Sunday, 17 February 2008

Liturgy and Devotions (or Lent and the Rosary)

A prospect in sight is that of a parish whose prayer/catechetical life is just Mass, two or three session Baptismal preparation programme for parents of infants, children's first Holy Communion programme and teenagers Confirmation programme. That is, a parish without a devotional life (eg Rosary group, Sunday afternoon Eucharistic Adoration, Holy Hours, youth groups etc) to accompany its Liturgical life (Mass and the celebration of the Sacraments).
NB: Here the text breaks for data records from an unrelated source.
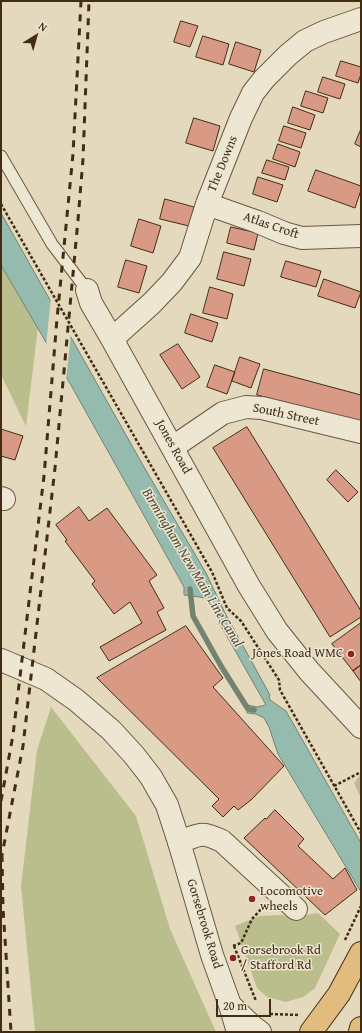 <!DOCTYPE html>
<html>
<head>
<meta charset="utf-8">
<style>
	body { margin:0 }
	#map { position:relative; width:362px; height:1033px; overflow:hidden; background:#e4d9bc; font-family:"Gentium Book Plus",serif }
	canvas { display:block }
	.frame { position:absolute; inset:0; border:2px solid #422d14; pointer-events:none }
	.north { position:absolute; left:16px; top:16px; width:40px; height:40px; -webkit-text-stroke:3px #ede6d3; paint-order:stroke; rotate:37deg; font-size:11px; font-weight:700; line-height:16px; text-align:center; color:#422d14 }
	.north::after { content:''; display:block; margin:auto; width:14px; height:18px; background:#422d14; clip-path:polygon(50% 0,100% 100%,50% 72%,0 100%) }
	.scale { position:absolute; left:216px; top:999px; width:55px; height:18px; box-sizing:border-box; border:2px solid #422d14; border-top:0; padding-left:5px; font-size:12px; line-height:14px; white-space:nowrap; color:#422d14; -webkit-text-stroke:3px #ede6d3; paint-order:stroke }
</style>
</head>
<body>
<div id="map">
<canvas width="362" height="1033"></canvas>
<div class="frame"></div>
<div class="north">N</div>
<div class="scale">20 m</div>
</div>
<script>
const context = document.querySelector('canvas').getContext('2d');
context.lineJoin = 'round';
function fill(path, color) {
  context.fillStyle = color;
  context.fill(path, 'evenodd');
}
function strokePath(path, color, width, dash) {
  context.strokeStyle = color;
  context.lineWidth = width;
  context.lineCap = dash ? 'butt' : 'round';
  context.setLineDash(dash || []);
  context.stroke(path);
}
function drawText(font, color, halo, rows, align = 'center') {
  context.font = font + ' "Gentium Book Plus",serif';
  context.lineWidth = 3;
  context.setLineDash([]);
  context.textBaseline = 'middle';
  context.strokeStyle = halo;
  context.fillStyle = color;
  for (const [text, x, y, turn = 0] of rows) {
    context.save();
    context.translate(x, y);
    context.rotate((+turn || 0) * Math.PI / 180);
    context.textAlign = isNaN(turn) ? turn : align;
    if (halo) context.strokeText(text, 0, 0);
    context.fillText(text, 0, 0);
    context.restore();
  }
}
fill(new Path2D(`
	M1,265l37,62 -12,99 -25,-51z
	M51,707l85,109 34,113 46,103h-181l-14,-146 16,-136z
	M361,774v24l-7,-15z
	M318,913l22,21 -25,54 -12,9 -17,5 -19,-5 -10,-9 -22,-62 25,-10 20,-1 14,2z`), '#babe8c');
const water = new Path2D(`
	M1,213l143,254 62,106 19,40 45,82 -1,2 1,3 16,11 75,132v49l-83,-138 -9,-27 -5,-9 -8,-4 -9,-1 1,-8 9,2 9,-2 -46,-81 -1,-8 -13,-18 -22,-3v-8l-112,-200 -71,-122z`);
fill(water, '#95baae');
strokePath(water, '#748270', 1);
fill(new Path2D(`
	M51,297l20,36 -5,48 -20,-35z`), '#e4d9bc');
strokePath(new Path2D(`
	M190,589l3,27 28,50 27,43 6,1`), '#748270', 5.5);
const building = new Path2D(`
	M181,21l17,5 -8,21 -16,-5z
	M203,36l26,8 -6,21 -27,-8z
	M236,42l25,8 -7,22 -25,-8z
	M341,61l20,6v7l-3,9 -22,-7z
	M323,77l22,7 -5,15 -22,-7z
	M306,91l22,7 -5,15 -22,-7z
	M293,107l22,8 -5,15 -22,-7z
	M194,118l26,8 -7,25 -27,-8z
	M284,126l22,7 -5,15 -22,-7z
	M361,129v18l-6,-3z
	M278,144l22,8 -5,15 -22,-8z
	M267,160l22,7 -4,13 -23,-7z
	M316,170l45,16v4l-6,18 -47,-17z
	M258,177l25,8 -6,17 -24,-8z
	M165,199l29,8 -5,19 -29,-7z
	M139,219l22,7 -8,27 -22,-7z
	M231,227l27,6 -4,17 -27,-7z
	M224,252l27,7 -7,27 -27,-7z
	M126,260l21,6 -8,27 -21,-6z
	M286,261l35,10 -5,16 -35,-10z
	M324,279l37,13 -6,16 -37,-12z
	M210,287l23,7 -6,25 -24,-6z
	M191,314l27,9 -6,19 -27,-9z
	M178,344l22,33 -18,12 -22,-34z
	M240,357l20,7 -9,24 -19,-7z
	M215,365l20,7 -8,22 -20,-7z
	M264,369l97,26v27l-104,-27z
	M247,427l114,184v6l-31,20 -117,-189z
	M1,429l22,7 -8,24 -14,-4z
	M336,470l22,22 -10,10 -21,-22z
	M79,507l10,14 18,-13 50,67 -8,6 15,27 -7,4 9,18 -57,31 -9,-14 42,-24 -12,-21 -16,12 -22,-30 3,-3 -30,-40 2,-1 -11,-15z
	M361,623v42l-8,6 -21,-27z
	M186,626l37,52 -10,9 71,79 -33,34 -13,10 -4,-4 -11,11 -11,-11 7,-7 -122,-121z
	M361,665v17l-8,-11z
	M275,810l29,29 -6,7 35,33 12,-11 12,22 -32,25 -81,-77 21,-20 1,1z`);
fill(building, '#d89a85');
strokePath(building, '#422d14', 1);
const service = new Path2D(`
	M1,156l51,88 35,46`);
const minor = new Path2D(`
	M207,204l51,18 26,11 18,5 59,-2
	M87,290l4,13 21,36 137,247 28,45 32,40 52,56
	M112,339l40,-36 20,-21 18,-24 17,-54 34,-86 12,-25 11,-14 24,-24 17,-14 19,-9 37,-13
	M173,447l50,-34 23,-6 16,1 99,24
	M1,498l3,1
	M179,842c22,-8 22,-11 43,-1l74,68`);
const tertiary = new Path2D(`
	M1,660l45,19 30,21 35,30 23,25 17,22 16,28 12,37 33,113 18,50 8,27
	M231,1006l21,20 8,6`);
const trunk = new Path2D(`
	M311,1032l28,-38 22,-41
	M360,1032l1,-4`);
strokePath(service, '#6a583e', 13);
strokePath(minor, '#6a583e', 24);
strokePath(tertiary, '#6a583e', 24);
strokePath(trunk, '#422d14', 24);
strokePath(new Path2D(`
	M1,204l211,368 15,36 14,13 38,59 1,10 81,143
	M334,786l27,-14
	M345,940l16,-34
	M233,946l8,-3 11,-24 12,-13
	M234,946l22,55
	M270,1014l29,1`), '#422d14', 2.5, [3, 2]);
strokePath(service, '#ede6d3', 11);
strokePath(minor, '#ede6d3', 22);
strokePath(tertiary, '#ede6d3', 22);
strokePath(trunk, '#e2bc7e', 22);
strokePath(new Path2D(`
	M1,801l12,-66 31,-259 13,-157 16,-165 8,-153
	M2,855l1,53 8,124
	M1,860l22,-114 32,-278 23,-248 5,-61 6,-158`), '#422d14', 3, [7, 7]);
for (const [x, y, r, color] of [
	[351,654,4,"#8f2418"],
	[252,899,4,"#8f2418"],
	[233,958,4,"#8f2418"]
]) {
  const dot = new Path2D();
  dot.arc(x, y, r, 0, 2 * Math.PI);
  context.fillStyle = color;
  context.fill(dot);
  strokePath(dot, '#ede6d3', 1.5);
}
drawText('13px', '#422d14', '#ede6d3', [
	["The Downs",223,164,-68],
	["Atlas Croft",271,226,19],
	["South Street",286,415,12],
	["Jones Road",173,447,61],
	["Gorsebrook Road",204,924,73]
]);
drawText('13px', '#422d14', '#ede6d3', [
	["Jones Road WMC",343,654,"right"],
	["Locomotive",260,892],
	["wheels",260,907],
	["Gorsebrook Rd",241,951],
	["/ Stafford Rd",241,966]
], 'left');
drawText('italic 14px', '#534933', '#ede6d3', [
	["Birmingham New Main Line Canal",192,568,59]
]);
</script>
</body>
</html>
This prospect seems to me to have unhelpful consequences:

1. the effectiveness of sacramental preparation programmes is reduced if young people "dip in" to them and then "dip out" again - a vibrant devotional/catechetical life in a parish can provide a constant background of devotion and catechesis in which the sacramental preparation programmes fit as particular "moments"
2. pastoral needs (eg with regard to styles of prayer or music) that can legitimately be met using the freedom of devotional life are instead met in the only place in parish life that is available, namely, the Liturgy - and we find inserted into the Liturgy practises that have no place there
3. the celebration of the Liturgy itself will be less rich, because the formation towards its celebration that comes from devotional life is lacking.

Devotional/catechetical life needs to begin from the Liturgy and then lead back to its celebration. It might well be the case that the types of devotional/catechetical life needed in parishes today are not the same as those from the past. One of the risks, too, in the prospect of the "devotions-less parish" is that catechesis and devotion are separated in the consciousness of the parishioners - so sacramental preparation programmes suffer an absence of piety, and acts of piety lack a sound catechesis.

A good example of a sound relationship between Liturgy and devotions is the Rosary, and, during the first weeks of Lent, the Mysteries of Light. [The Joyful Mysteries reflect the Liturgical seasons of Advent and Christmas, the Sorrowful Mysteries the season of Holy Week/Passiontide and the Glorious Mysteries the season of Easter.] The Baptism of the Lord is celebrated between Christmas and the start of Lent, and marks the beginning of the public ministry of Jesus. The Wedding Feast at Cana looks forward to the "hour" of Jesus that will come at Calvary, and has a strongly Eucharistic significance. The Preaching of the Gospel and the call to Repentance is thorougly Lenten in its message. The story of the Transfiguration, with its forward glance to the day when the Son of Man has risen from the dead, is always the Gospel at Mass on the second Sunday of Lent. And the Institution of the Eucharist indicates the beginning of the "hour" for which Lent is our preparation, and the movement into the material of the Sorrowful Mysteries.

My favourite mysteries of the Rosary? You guessed it - the Mysteries of Light!

1 comment:

AutumnRose said...

The Rosary is a beautiful prayer! A decade said sowly and quietly in bed each night, as the last words on your lips, is the best way to end the day I find. Like falling asleep cradled in a Mother's arms.

Thanks for linking me, btw! I will return the favour :¬) I have got lazy with my links lately!